The Estado de S. Paulo has this to say about the coming transition.
After five years under the command of retired and reserve military police colonels, the subprefectures of the city will return to being run by political allies. Mayor elect Fernando Haddad (PT) will accept nominations from city councilmembers with strong regional ties and good relations with social movements, and based on a “clear slate” requirement. A 32nd subprefecture is being planning for Sapopemba.
Helping Haddad with the selection of 1,400 nominees … is former CET president Chico Macena, 47 anos, whom Haddad will name as Coordinator of the Subprefectures. Also to be named today are another six city secretaries, includding Luciana Temer and Marianne Pinotti of the PMDB.

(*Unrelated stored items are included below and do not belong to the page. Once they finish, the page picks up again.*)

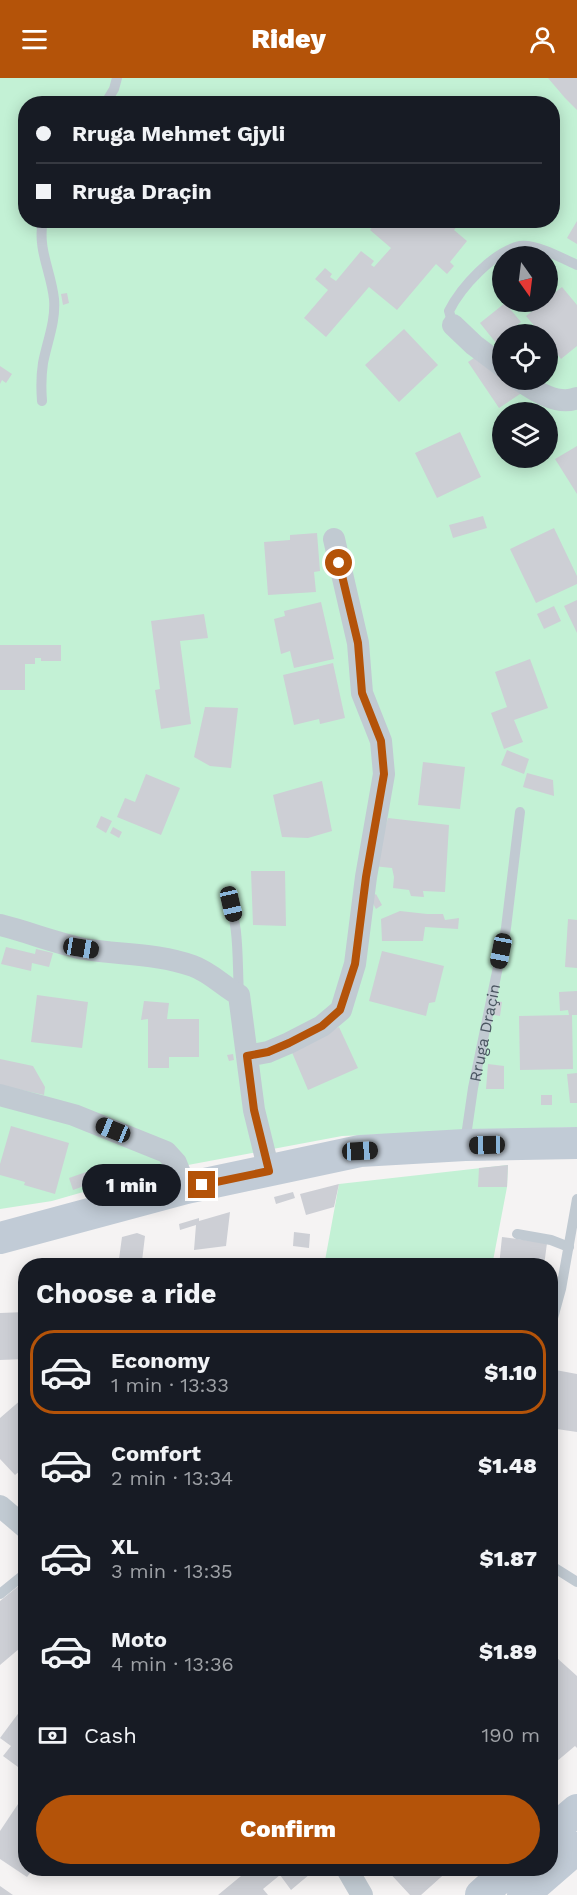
<!DOCTYPE html>
<meta charset="utf-8">
<style>
:root{--surface:#171b24;--page:#20242c;--text:#f1f3f6;--muted:#9ea1a6;--line:#363941;--accent:#b45309}
body{margin:0;font-family:"Work Sans",sans-serif;background:var(--page);color:var(--text);height:100vh;display:flex;flex-direction:column;font-size:22px;white-space:nowrap}
*{box-sizing:border-box;margin:0}
p{font-size:20px;color:var(--muted)}
.icon{flex:none;width:33px;height:33px;fill:none;stroke:currentColor;stroke-width:2;stroke-linecap:round;stroke-linejoin:round}
.map{position:relative;flex:1;overflow:hidden}
.details{position:absolute;left:18px;top:1180px;width:540px;height:618px;display:flex;flex-direction:column;background:var(--surface);border-radius:24px;box-shadow:0 3px 15px #0003}
.details>*{flex:none}
.top-card{position:absolute;left:18px;top:18px;width:542px;height:132px;border-radius:24px;box-shadow:0 3px 15px #0003;display:grid;align-content:center;height:132px;padding:0 18px;background:var(--surface)}
.needle{width:39px;rotate:166deg}
.tools{position:absolute;left:492px;top:168px;display:grid;gap:12px}
.tools a{display:grid;place-items:center;width:66px;height:66px;border-radius:50%;background:var(--surface);box-shadow:0 3px 15px #0003;font-size:30px}
.end{position:absolute;width:27px;height:27px;margin:-14px;border:8px solid #b45309;background:#fff;box-shadow:0 0 0 3px #fff}
.from{border-radius:50%}
.bubble{position:absolute;height:42px;border-radius:21px;background:var(--surface);box-shadow:0 3px 15px #0003;font-size:20px;font-weight:800;line-height:42px;text-align:center}
.car{position:absolute;width:18px;height:36px;margin:-18px -9px;border-radius:8px;box-shadow:0 0 4px 2px #0007;background:linear-gradient(#222 24%,#8ab4d8 0 40%,#222 0 76%,#8ab4d8 0 86%,#222 0)}
.top-card b{display:flex;align-items:center;gap:21px;height:57px;font-size:22px}
.top-card b+b{border-top:2px solid var(--line)}
.top-card i{width:15px;height:15px;background:var(--text)}
ul{padding:0;list-style:none}
li{display:flex;align-items:center;gap:18px;height:84px;margin:0 12px 9px;padding:0 6px;border:3px solid transparent;border-radius:24px}
li div{flex:1}
li b{display:block;font-size:22px}
li em{font-style:normal;font-weight:800}
li.active{border-color:var(--accent)}
li>.icon{width:54px;height:54px;stroke-width:1.5}
h2{padding:0 18px;font-size:27px;line-height:72px}
.pay{display:flex;align-items:center;gap:15px;height:66px;padding:0 18px;font-size:22px}
.pay p{margin-inline-start:auto}
.cta{display:flex;gap:12px;margin-top:auto;padding:12px 18px}
.cta a{flex:1;height:69px;border-radius:36px;background:var(--accent);color:#fff;font-size:24px;font-weight:800;line-height:69px;text-align:center}
header{display:flex;justify-content:space-between;align-items:center;height:78px;padding:0 18px;background:var(--accent);color:#fff;font-size:27px;font-weight:800}
.map>svg:first-child{display:block}
</style>
<header><svg class="icon" aria-label="menu" viewBox="0 0 24 24"><path d="M4 6h16M4 12h16M4 18h16"/></svg>Ridey<svg class="icon" aria-label="person" viewBox="0 0 24 24"><circle cx="12" cy="8" r="4"/><path d="M4 21q1-7 8-7t8 7"/></svg></header>
<div class="map">
<svg width="577" height="1817" viewBox="0 0 577 1817">
<rect width="100%" height="100%" fill="#f5f3f3"/>
<path fill="#c3f1d5" fill-rule="evenodd" d="M0,0H577V1049L342,1058L156,1093L52,1123L0,1131ZM26,26H552V142H26ZM502,178H548V224H502ZM502,256H548V302H502ZM502,334H548V380H502Z
M508,1087L507,1109L492,1188H324L339,1106Z"/>
<path fill="#cdcfd5" d="M548,0H577V32L565,20Z
M378,142H404L408,146L411,142H462L454,152L467,163L450,184L454,188L447,196L436,186L397,232L369,209L326,259L304,240L328,212L315,201L325,190L332,196L330,199L336,203L361,173L374,183L371,187L374,189L391,170L370,152Z
M577,143V166L567,160Z
M562,209L577,227V268L561,281L548,264V256H541L526,238L544,224H548V220Z
M67,215L69,225L63,227L61,216Z
M505,225L521,244L506,256H502V260L496,265L480,245Z
M404,251L438,287L399,324L365,287Z
M480,276L502,292V302H514L523,314L499,330L468,284Z
M0,288L12,296L6,305L2,302L0,306Z
M460,354L481,399L437,420L415,375Z
M577,368V416L555,381Z
M483,438L487,450L453,460L449,447Z
M554,450L577,498V506L536,525L510,471Z
M317,455L320,493L314,494L316,514L268,517L264,464L290,462V457Z
M577,522V555L564,528Z
M321,524L334,581L294,590L290,573L281,576L274,541L285,538L284,533Z
M554,528L561,543L544,551L537,536Z
M204,536L208,560L180,563L191,646L161,651L155,612L160,611L151,543Z
M0,567H61V583H41V580H35V586H25V612H0Z
M530,581L548,630L514,642L523,664L504,671L491,635L507,629L495,594Z
M333,585L345,640L320,646L319,641L294,647L283,597Z
M205,629L238,630L231,690L210,688L194,679Z
M507,672L529,681L524,696L501,687Z
M423,684L465,689L460,731L418,727Z
M527,695L553,702L554,718L523,709Z
M146,696L180,710L161,757L117,739L125,720L135,724Z
M322,703L332,753L308,760L282,759L273,717Z
M101,738L112,743L106,755L96,749Z
M388,740L449,747L445,814L423,813L424,819L411,818L409,812L393,810L394,799L392,790L373,788Z
M113,749L122,754L119,760L110,755Z
M251,793H285L286,848L253,847Z
M376,816L382,827L376,831L370,820Z
M400,833L427,836H443L445,842L459,840L458,851L425,849L423,863H382L381,841Z
M568,841L577,842V890L565,889Z
M6,869L35,876L36,871L53,875L49,889L32,885L31,893L1,886Z
M382,873L444,888L435,924L429,925L426,938L369,923Z
M577,913V937H572L573,991L520,992L519,938L569,937L568,932L560,933L559,914Z
M37,917L88,924L82,970L31,964Z
M144,923L169,925L167,941H199V979H169V990H148V941L141,942Z
M496,923L502,924L500,938L494,937Z
M339,949L358,990L308,1012L291,972Z
M233,976L234,982L229,983L227,977Z
M0,981L33,988L45,1009L44,1017L0,1007Z
M488,986L504,988V1011H486Z
M577,995V1025H570L567,996Z
M541,1017H552V1027H541Z
M11,1048L69,1065L55,1116L24,1107L25,1104L0,1097V1086Z
M109,1086L120,1095L73,1112L69,1100Z
M508,1087L507,1109H478L479,1090Z
M339,1106L334,1129L306,1137L300,1116Z
M293,1114L295,1120L276,1126L274,1119Z
M230,1134L226,1168L194,1172L196,1147L180,1152L179,1146L199,1140V1143Z
M294,1154L310,1156L309,1170L293,1168Z
M137,1155L145,1158L142,1183L119,1181L122,1159Z
M502,1159L547,1165L544,1188H499Z
M26,1234V1281L0,1282V1235Z
M550,1291L577,1296V1354L550,1350Z
M22,1321L26,1326V1388L15,1397L0,1381V1340Z
M26,1502V1565L0,1587V1523Z
M557,1580L577,1598V1670L575,1668L550,1689V1586Z
M26,1625V1679L18,1689L3,1678L11,1668L0,1660Z
M20,1723L26,1727V1791H33L27,1799L0,1781V1753Z
M246,1791H316L291,1812L280,1797L263,1811L268,1817H218L247,1793Z
M386,1791H450L421,1817H410Z
M0,1808L13,1817H0Z"/>
<g fill="none" stroke-linecap="round" stroke-linejoin="round">
<g stroke="#c1cad2" stroke-width="10">
<path d="M105,26L114,11L117,0"/>
<path d="M453,247L449,233C461,209 493,174 520,168C534,165 564,181 577,187"/>
<path d="M42,323C41,310 41,298 43,285C47,264 56,243 54,221C51,193 37,171 43,142"/>
<path d="M226,819C240,840 237,889 239,915"/>
<path id="s1" d="M465,1065L473,1010L506,850L520,734"/>
<path d="M517,1156L551,1162L569,1169"/>
<path d="M550,1251L561,1211L577,1121"/>
<path d="M550,1487L577,1504"/>
<path d="M0,1516L26,1495"/>
</g>
<path stroke="#c1cad2" stroke-width="22" d="M453,247L474,267L502,288
M519,302C535,313 558,328 577,320
M0,847C28,854 56,865 84,871C120,877 157,875 193,888C210,894 223,908 239,917L254,1032L269,1093
M247,978L268,974L289,965L322,948L341,932L355,886L366,799L384,696L381,663L362,615L358,565L334,461
M0,1017L74,1037L166,1074L176,1085L186,1110
M0,1428L26,1450
M347,1791L362,1817"/>
<path stroke="#c1cbd6" stroke-width="32" d="M0,1160L186,1110L360,1073L465,1067L577,1065
M550,1755L577,1732
M481,1817L510,1791
M523,1817L577,1770"/>
</g>
<g fill="none" stroke-linecap="round" stroke-linejoin="round">
<path stroke="#b45309" stroke-width="8" d="M202,1107L269,1093L254,1032L247,978L268,974L289,965L322,948L340,932L355,886L366,799L384,696L381,663L362,615L358,565L339,485"/>
</g>
<g text-anchor="middle" stroke-width="4.5" stroke-linejoin="round" paint-order="stroke">
<g font-size="16" fill="#4a5661" stroke="#fff">
<text dy="6" stroke="none"><textPath href="#s1" startOffset="112">Rruga Draçin</textPath></text>
</g>
</g>
</svg>
<div class="tools">
<a><svg class="needle" viewBox="-14 -14 28 28"><path d="M0-13l5 13h-10z" fill="#e53935"/><path d="M0 13l5-13h-10z" fill="#9ea1a6"/></svg></a>
<a><svg class="icon" aria-label="locate" viewBox="0 0 24 24"><circle cx="12" cy="12" r="6"/><path d="M12 2v4M12 18v4M2 12h4M18 12h4"/></svg></a>
<a><svg class="icon" aria-label="layers" viewBox="0 0 24 24"><path d="M12 4l9 5-9 5-9-5zM3 14l9 5 9-5"/></svg></a>
</div>
<i class="end from" style="left:339px;top:485px"></i>
<i class="end" style="left:202px;top:1107px"></i>
<div class="bubble" style="left:82px;top:1086px;width:99px">1 min</div>
<i class="car" style="left:231px;top:826px;rotate:167deg"></i>
<i class="car" style="left:81px;top:870px;rotate:99deg"></i>
<i class="car" style="left:501px;top:873px;rotate:191deg"></i>
<i class="car" style="left:113px;top:1052px;rotate:292deg"></i>
<i class="car" style="left:487px;top:1067px;rotate:269deg"></i>
<i class="car" style="left:360px;top:1073px;rotate:87deg"></i>
<div class="top-card">
<b><i class="from"></i>Rruga Mehmet Gjyli</b>
<b><i></i>Rruga Draçin</b>
</div>
<section class="details">
<h2>Choose a ride</h2>
<ul>
<li class="active"><svg class="icon" aria-label="car" viewBox="0 0 24 24"><path d="M5 17H2v-5l4-1 3-4h7l3 4 3 1v5h-3M9 17h6M6 11h13"/><circle cx="7" cy="17" r="2"/><circle cx="17" cy="17" r="2"/></svg><div><b>Economy</b><p>1 min · 13:33</p></div><em>$1.10</em></li>
<li><svg class="icon" aria-label="car" viewBox="0 0 24 24"><path d="M5 17H2v-5l4-1 3-4h7l3 4 3 1v5h-3M9 17h6M6 11h13"/><circle cx="7" cy="17" r="2"/><circle cx="17" cy="17" r="2"/></svg><div><b>Comfort</b><p>2 min · 13:34</p></div><em>$1.48</em></li>
<li><svg class="icon" aria-label="car" viewBox="0 0 24 24"><path d="M5 17H2v-5l4-1 3-4h7l3 4 3 1v5h-3M9 17h6M6 11h13"/><circle cx="7" cy="17" r="2"/><circle cx="17" cy="17" r="2"/></svg><div><b>XL</b><p>3 min · 13:35</p></div><em>$1.87</em></li>
<li><svg class="icon" aria-label="car" viewBox="0 0 24 24"><path d="M5 17H2v-5l4-1 3-4h7l3 4 3 1v5h-3M9 17h6M6 11h13"/><circle cx="7" cy="17" r="2"/><circle cx="17" cy="17" r="2"/></svg><div><b>Moto</b><p>4 min · 13:36</p></div><em>$1.89</em></li>
</ul>
<div class="pay"><svg class="icon" aria-label="cash" viewBox="0 0 24 24"><path d="M3 7h18v10H3z"/><circle cx="12" cy="12" r="2"/></svg>Cash<p>190 m</p></div>
<div class="cta"><a>Confirm</a></div>
</section>
</div>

Pressured by PT members about what will happen when the military men leave the scene, Haddad has said that nominees will be carefully scrutinized. The goal is to avoid having muncipal governments mired in scandal or transformed into the polítical offices of city councilmembers, as has happened before.
In order to maintain control and support, Haddad plans to open the process to society. He plans to install consulting councils in each region, elected by the popular vote and receiving a public salary. Among the tasks assigned to these bodies will be the auditing and oversight of city leaders and presenting the social demands of their constituents.
Even those who supported (PSDB) in the last election have been contacted over the subprefectures — person such as Goulart (PSD), Milton Leite (DEM) and Antonio Carlos Rodrigues (PR).
But this division of spoils is not unanimously endorsed. The opposition to the PT promise to protest the nominations. … PSDB leader Floriano Pesaro, said the nomination process was shameful. “With the colonels you don’t get that political gamesmanship, you get an administration that respects the law to the letter.